* Task statement *
Begin at the top of the entries below and write out every line through the one containing "2px #bdc1c7) drop-shadow(0", excluding pictures.
Start of Data for the task
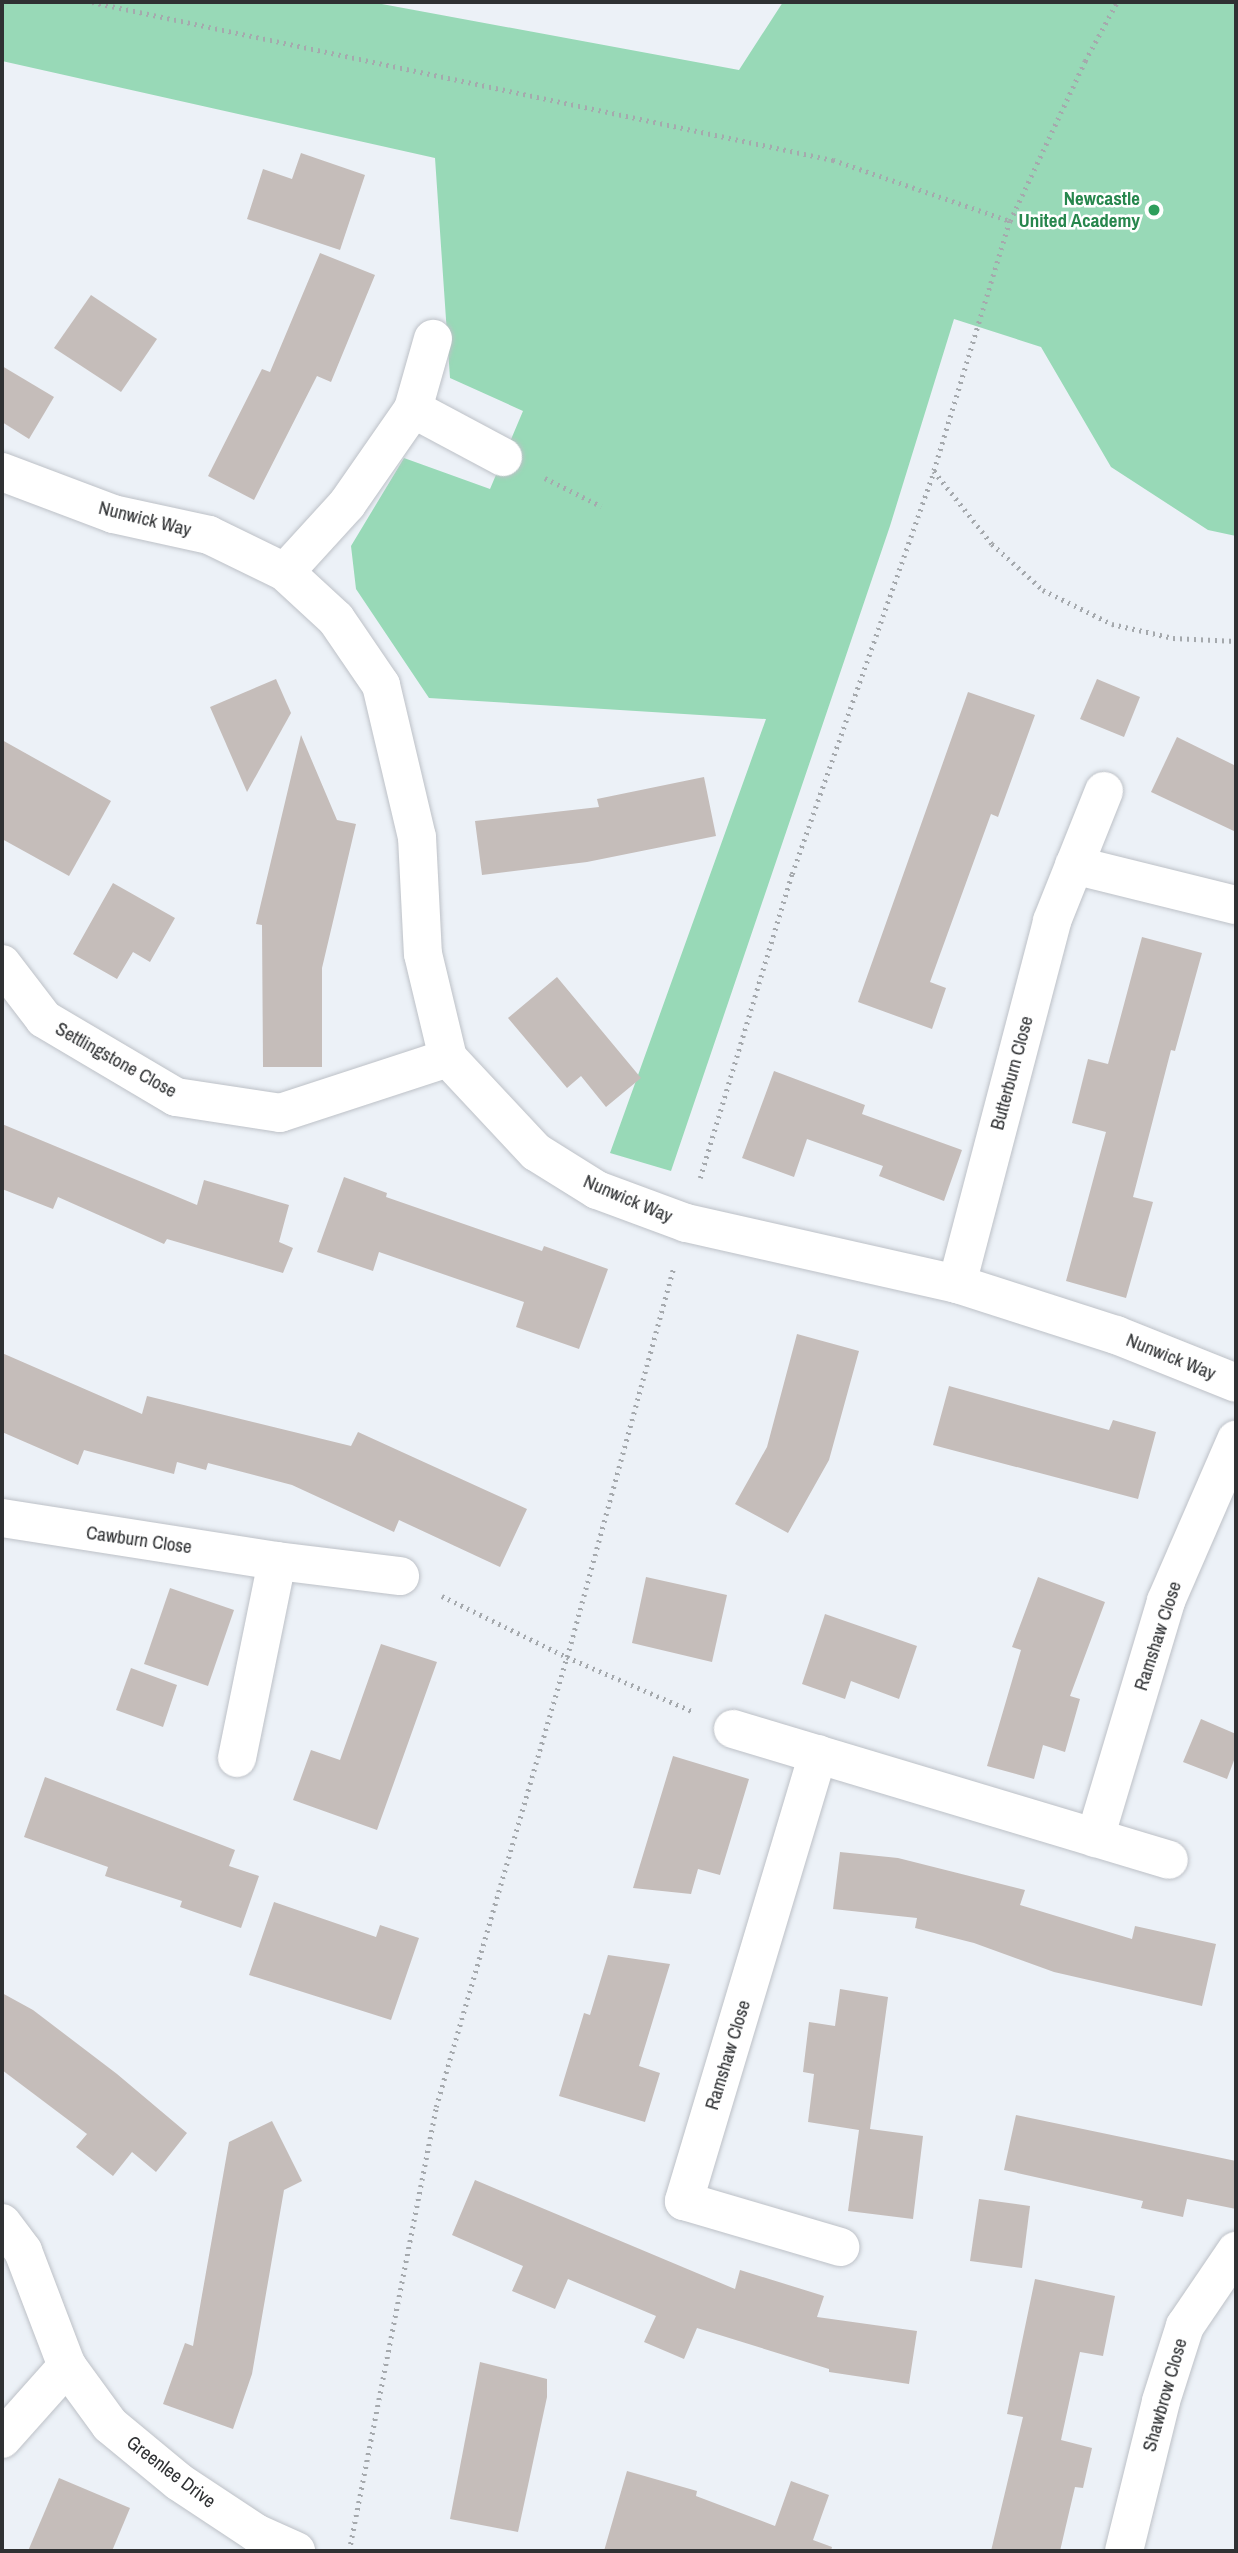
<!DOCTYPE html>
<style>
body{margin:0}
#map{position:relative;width:1238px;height:2553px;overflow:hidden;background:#ecf1f7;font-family:"Archivo Narrow",sans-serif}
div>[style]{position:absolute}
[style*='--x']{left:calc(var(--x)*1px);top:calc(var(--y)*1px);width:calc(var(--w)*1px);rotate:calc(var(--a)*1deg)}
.green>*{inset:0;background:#98d9b7}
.building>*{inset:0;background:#c5bdba}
.path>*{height:4.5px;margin-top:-2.25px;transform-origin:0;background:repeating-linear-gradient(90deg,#a5a9ad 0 2px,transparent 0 7px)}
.roads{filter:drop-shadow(0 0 2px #bdc1c7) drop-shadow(0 0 2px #bdc1c7)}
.minor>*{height:38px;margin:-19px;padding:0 19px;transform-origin:19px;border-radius:19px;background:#fff}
.dots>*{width:19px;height:19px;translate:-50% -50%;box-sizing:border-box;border:4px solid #fff;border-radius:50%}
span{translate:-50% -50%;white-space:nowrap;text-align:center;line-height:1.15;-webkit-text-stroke:5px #fff;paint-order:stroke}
.leisure-label{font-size:19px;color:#27864d;font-weight:700}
.right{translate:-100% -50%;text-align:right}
.street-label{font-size:19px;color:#2f3133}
.frame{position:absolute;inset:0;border:4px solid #2f3133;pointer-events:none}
</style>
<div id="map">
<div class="green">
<div style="clip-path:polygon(2px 2px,371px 2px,739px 70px,783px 2px,1236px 2px,1236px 536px,1208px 530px,1111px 467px,1041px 347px,954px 319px,890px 526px,671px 1171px,610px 1153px,766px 719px,429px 698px,356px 589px,351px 546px,404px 458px,490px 489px,523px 411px,450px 378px,435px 158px,2px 61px)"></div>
</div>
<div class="building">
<div style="clip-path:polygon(301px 153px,365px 175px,340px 250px,247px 219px,263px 169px,292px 179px)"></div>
<div style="clip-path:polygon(320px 253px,375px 275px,331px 382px,317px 376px,254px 500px,208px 476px,262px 369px,270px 372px)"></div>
<div style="clip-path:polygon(91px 295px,157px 339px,121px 392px,54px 348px)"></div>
<div style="clip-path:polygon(2px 366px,54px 397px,29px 439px,2px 422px)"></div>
<div style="clip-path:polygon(276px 679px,291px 713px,247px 792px,210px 707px)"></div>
<div style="clip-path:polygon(1097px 679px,1140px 697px,1124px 737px,1080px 719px)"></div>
<div style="clip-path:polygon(968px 692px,1035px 715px,998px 817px,991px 814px,930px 982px,946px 988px,932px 1029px,858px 1002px)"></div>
<div style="clip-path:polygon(301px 735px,337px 820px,356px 824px,322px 968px,322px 1067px,263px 1067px,262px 925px,256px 924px)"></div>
<div style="clip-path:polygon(1177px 737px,1236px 766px,1236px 832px,1151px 792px)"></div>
<div style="clip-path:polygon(2px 740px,111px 801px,69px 876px,2px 839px)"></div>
<div style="clip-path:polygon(704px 777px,716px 836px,587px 862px,482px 875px,475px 821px,599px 807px,597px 799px)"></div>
<div style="clip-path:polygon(113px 883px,175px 918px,150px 962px,133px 952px,117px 979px,73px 954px)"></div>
<div style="clip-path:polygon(1142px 937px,1202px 953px,1175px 1051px,1171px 1050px,1133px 1197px,1153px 1202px,1126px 1298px,1066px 1281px,1106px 1132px,1072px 1123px,1088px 1059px,1108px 1064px)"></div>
<div style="clip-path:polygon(557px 977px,641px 1078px,606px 1107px,581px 1076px,567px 1088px,508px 1018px)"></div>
<div style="clip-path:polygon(774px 1071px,865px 1105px,862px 1114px,962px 1150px,944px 1201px,879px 1176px,883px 1166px,807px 1139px,794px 1177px,742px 1158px)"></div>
<div style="clip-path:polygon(2px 1124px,197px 1205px,204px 1180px,289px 1205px,279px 1242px,293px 1248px,283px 1273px,167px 1239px,164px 1244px,58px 1197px,53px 1209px,2px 1189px)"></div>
<div style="clip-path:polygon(344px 1177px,387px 1193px,386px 1197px,542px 1251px,544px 1246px,608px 1269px,579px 1349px,516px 1327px,524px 1302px,379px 1252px,373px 1271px,317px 1252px)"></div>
<div style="clip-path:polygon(797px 1334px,859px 1351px,829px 1460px,788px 1533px,735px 1504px,767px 1447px)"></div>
<div style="clip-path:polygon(2px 1353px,142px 1414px,147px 1396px,351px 1446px,358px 1432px,527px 1509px,500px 1567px,399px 1520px,394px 1532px,292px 1485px,208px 1463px,206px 1470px,177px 1462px,174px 1474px,84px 1450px,78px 1465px,2px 1432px)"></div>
<div style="clip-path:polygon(949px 1386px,1109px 1430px,1113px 1420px,1156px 1432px,1138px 1499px,933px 1445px)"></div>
<div style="clip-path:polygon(646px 1577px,727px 1595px,712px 1662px,632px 1643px)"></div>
<div style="clip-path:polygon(1038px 1577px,1105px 1602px,1070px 1696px,1080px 1699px,1065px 1752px,1043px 1745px,1034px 1779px,987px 1766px,1021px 1650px,1012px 1647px)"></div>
<div style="clip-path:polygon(170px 1588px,234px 1610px,208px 1686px,144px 1664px)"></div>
<div style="clip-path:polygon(825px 1614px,917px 1646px,899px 1699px,851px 1681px,845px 1699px,802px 1684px)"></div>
<div style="clip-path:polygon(381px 1644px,437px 1662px,377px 1830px,293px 1800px,311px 1750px,340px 1760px)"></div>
<div style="clip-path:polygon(131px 1668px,177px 1685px,163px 1727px,116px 1710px)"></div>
<div style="clip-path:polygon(1201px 1719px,1236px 1734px,1236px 1755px,1227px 1779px,1183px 1762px)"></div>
<div style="clip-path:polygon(673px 1756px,749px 1779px,720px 1875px,698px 1869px,691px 1894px,633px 1888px)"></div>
<div style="clip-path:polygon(45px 1777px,235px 1850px,229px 1866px,259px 1876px,241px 1928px,180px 1907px,182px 1901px,105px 1876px,108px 1867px,24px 1837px)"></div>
<div style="clip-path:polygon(840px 1852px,898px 1858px,1025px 1890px,1020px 1905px,1132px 1939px,1135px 1926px,1216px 1944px,1202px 2006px,1054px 1972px,974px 1943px,915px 1928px,917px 1918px,833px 1909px)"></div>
<div style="clip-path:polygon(274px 1902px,376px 1937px,380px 1925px,419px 1938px,391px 2020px,249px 1975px)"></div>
<div style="clip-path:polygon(608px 1955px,670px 1964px,639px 2066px,660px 2073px,645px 2122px,559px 2096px,584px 2013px,590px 2015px)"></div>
<div style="clip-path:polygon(840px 1989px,888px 1997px,870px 2129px,923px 2136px,913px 2219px,848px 2211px,859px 2130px,808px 2122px,814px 2074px,803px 2072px,809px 2022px,835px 2026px)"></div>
<div style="clip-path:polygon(2px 1993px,33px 2010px,117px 2074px,187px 2133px,156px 2172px,132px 2152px,113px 2176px,76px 2147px,87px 2134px,2px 2070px)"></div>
<div style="clip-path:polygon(1016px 2115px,1236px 2161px,1236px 2209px,1187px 2199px,1183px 2217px,1141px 2208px,1143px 2201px,1004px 2170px)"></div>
<div style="clip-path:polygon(272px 2121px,302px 2181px,284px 2190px,252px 2374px,233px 2429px,163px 2404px,185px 2343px,193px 2346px,229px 2142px)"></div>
<div style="clip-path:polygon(475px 2180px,735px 2289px,740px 2270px,824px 2296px,817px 2317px,917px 2331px,909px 2384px,829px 2372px,829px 2369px,697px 2328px,684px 2359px,644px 2342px,656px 2316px,568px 2279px,555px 2309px,512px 2291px,523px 2266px,452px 2235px)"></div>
<div style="clip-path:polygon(979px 2199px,1030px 2206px,1022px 2268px,970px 2261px)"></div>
<div style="clip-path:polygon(1035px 2279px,1115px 2296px,1103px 2356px,1080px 2352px,1061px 2440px,1092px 2448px,1083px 2488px,1075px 2487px,1060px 2551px,991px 2551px,1023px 2417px,1007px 2414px)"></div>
<div style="clip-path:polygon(480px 2362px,547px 2379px,547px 2397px,518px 2532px,450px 2519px)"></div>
<div style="clip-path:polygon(627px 2471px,697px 2491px,696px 2496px,775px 2526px,791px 2481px,829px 2495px,813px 2540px,832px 2547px,831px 2551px,604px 2551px)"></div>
<div style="clip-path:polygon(59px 2478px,130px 2508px,112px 2551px,28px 2551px)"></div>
</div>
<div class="path">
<div style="--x:92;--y:2;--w:758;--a:12.04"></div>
<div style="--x:833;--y:160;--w:187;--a:19"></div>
<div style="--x:1010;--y:221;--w:261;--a:106.9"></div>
<div style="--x:934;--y:471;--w:93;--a:51.5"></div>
<div style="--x:992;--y:544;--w:69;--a:42"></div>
<div style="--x:1043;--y:590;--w:77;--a:26.2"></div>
<div style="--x:1112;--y:624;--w:63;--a:12.9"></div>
<div style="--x:1173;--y:638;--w:63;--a:2.7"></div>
<div style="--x:1010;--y:221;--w:177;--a:-64.9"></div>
<div style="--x:1085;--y:61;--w:67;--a:-61.5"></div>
<div style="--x:545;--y:478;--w:63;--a:26.6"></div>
<div style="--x:700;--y:1178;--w:318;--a:-73.2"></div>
<div style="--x:792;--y:874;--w:427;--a:-70.6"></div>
<div style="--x:442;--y:1596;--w:139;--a:26"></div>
<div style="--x:567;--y:1657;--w:136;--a:23.4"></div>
<div style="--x:349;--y:2551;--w:452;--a:-78.9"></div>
<div style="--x:436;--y:2107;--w:469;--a:-73.8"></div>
<div style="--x:567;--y:1657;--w:404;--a:-74.7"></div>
</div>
<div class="roads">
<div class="minor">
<div style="--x:413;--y:409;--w:102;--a:28.1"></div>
<div style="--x:2;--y:472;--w:119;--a:20.7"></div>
<div style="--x:113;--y:514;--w:98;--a:12.3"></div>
<div style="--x:209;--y:535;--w:85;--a:26"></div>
<div style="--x:285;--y:572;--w:69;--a:42.7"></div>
<div style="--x:336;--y:619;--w:80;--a:55.7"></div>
<div style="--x:381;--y:685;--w:156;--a:76.7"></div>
<div style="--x:417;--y:837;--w:117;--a:87.1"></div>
<div style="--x:423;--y:954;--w:107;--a:76.5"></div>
<div style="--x:448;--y:1058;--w:129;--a:46.9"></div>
<div style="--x:536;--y:1152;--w:72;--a:31.9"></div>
<div style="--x:597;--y:1190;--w:95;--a:20.3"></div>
<div style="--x:686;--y:1223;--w:278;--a:12.7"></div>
<div style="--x:957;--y:1284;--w:167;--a:17.8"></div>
<div style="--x:1116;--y:1335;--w:129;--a:21.8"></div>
<div style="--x:285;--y:572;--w:92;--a:-47.6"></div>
<div style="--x:347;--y:504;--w:116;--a:-55.2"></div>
<div style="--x:413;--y:409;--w:73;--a:-74.1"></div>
<div style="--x:1074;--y:865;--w:167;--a:13.9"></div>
<div style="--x:2;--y:964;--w:69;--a:52.6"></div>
<div style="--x:44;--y:1019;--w:153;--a:30.6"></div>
<div style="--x:176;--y:1097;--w:105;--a:8.7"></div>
<div style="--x:280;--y:1113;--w:177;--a:-18.1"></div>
<div style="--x:957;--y:1284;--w:375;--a:-75.3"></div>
<div style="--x:1052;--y:921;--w:140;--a:-68.2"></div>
<div style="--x:2;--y:1518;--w:278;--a:8.9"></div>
<div style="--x:277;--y:1561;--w:124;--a:7"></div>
<div style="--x:733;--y:1729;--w:455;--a:16.7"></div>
<div style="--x:818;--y:1754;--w:467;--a:106.7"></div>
<div style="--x:684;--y:2201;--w:163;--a:16.4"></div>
<div style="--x:237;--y:1758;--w:201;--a:-78.5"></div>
<div style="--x:1095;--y:1838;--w:247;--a:-73.3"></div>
<div style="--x:1166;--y:1601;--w:176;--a:-66.5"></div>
<div style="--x:2;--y:2223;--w:35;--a:53"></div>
<div style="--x:23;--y:2251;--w:123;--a:69.1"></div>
<div style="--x:67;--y:2366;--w:73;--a:53.9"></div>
<div style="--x:110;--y:2425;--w:89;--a:39.6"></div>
<div style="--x:179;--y:2482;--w:92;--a:33.5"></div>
<div style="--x:256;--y:2533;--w:44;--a:24.2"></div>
<div style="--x:2;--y:2439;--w:98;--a:-48.3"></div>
<div style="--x:1124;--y:2551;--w:154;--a:-76.1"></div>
<div style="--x:1161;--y:2401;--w:79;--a:-72.3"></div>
<div style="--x:1185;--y:2326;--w:91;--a:-55.8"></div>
</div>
</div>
<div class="dots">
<div style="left:1154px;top:210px;background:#2e9e5b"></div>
</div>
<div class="leisure-label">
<span class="right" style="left:1140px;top:210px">Newcastle<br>United Academy</span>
</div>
<div class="street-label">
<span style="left:145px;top:519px;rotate:14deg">Nunwick Way</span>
<span style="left:116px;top:1060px;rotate:29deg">Settlingstone Close</span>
<span style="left:1012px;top:1073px;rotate:-75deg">Butterburn Close</span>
<span style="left:628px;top:1199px;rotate:23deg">Nunwick Way</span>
<span style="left:1171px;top:1357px;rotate:22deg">Nunwick Way</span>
<span style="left:139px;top:1540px;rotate:8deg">Cawburn Close</span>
<span style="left:1158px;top:1636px;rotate:-72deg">Ramshaw Close</span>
<span style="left:728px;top:2055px;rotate:-73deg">Ramshaw Close</span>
<span style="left:1165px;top:2395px;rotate:-74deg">Shawbrow Close</span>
<span style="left:171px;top:2472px;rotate:37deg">Greenlee Drive</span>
</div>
<div class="frame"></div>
</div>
End of Data for the task
* Response *
<!DOCTYPE html>
<style>
body{margin:0}
#map{position:relative;width:1238px;height:2553px;overflow:hidden;background:#ecf1f7;font-family:"Archivo Narrow",sans-serif}
div>[style]{position:absolute}
[style*='--x']{left:calc(var(--x)*1px);top:calc(var(--y)*1px);width:calc(var(--w)*1px);rotate:calc(var(--a)*1deg)}
.green>*{inset:0;background:#98d9b7}
.building>*{inset:0;background:#c5bdba}
.path>*{height:4.5px;margin-top:-2.25px;transform-origin:0;background:repeating-linear-gradient(90deg,#a5a9ad 0 2px,transparent 0 7px)}
.roads{filter:drop-shadow(0 0 2px #bdc1c7) drop-shadow(0 0 2px #bdc1c7)}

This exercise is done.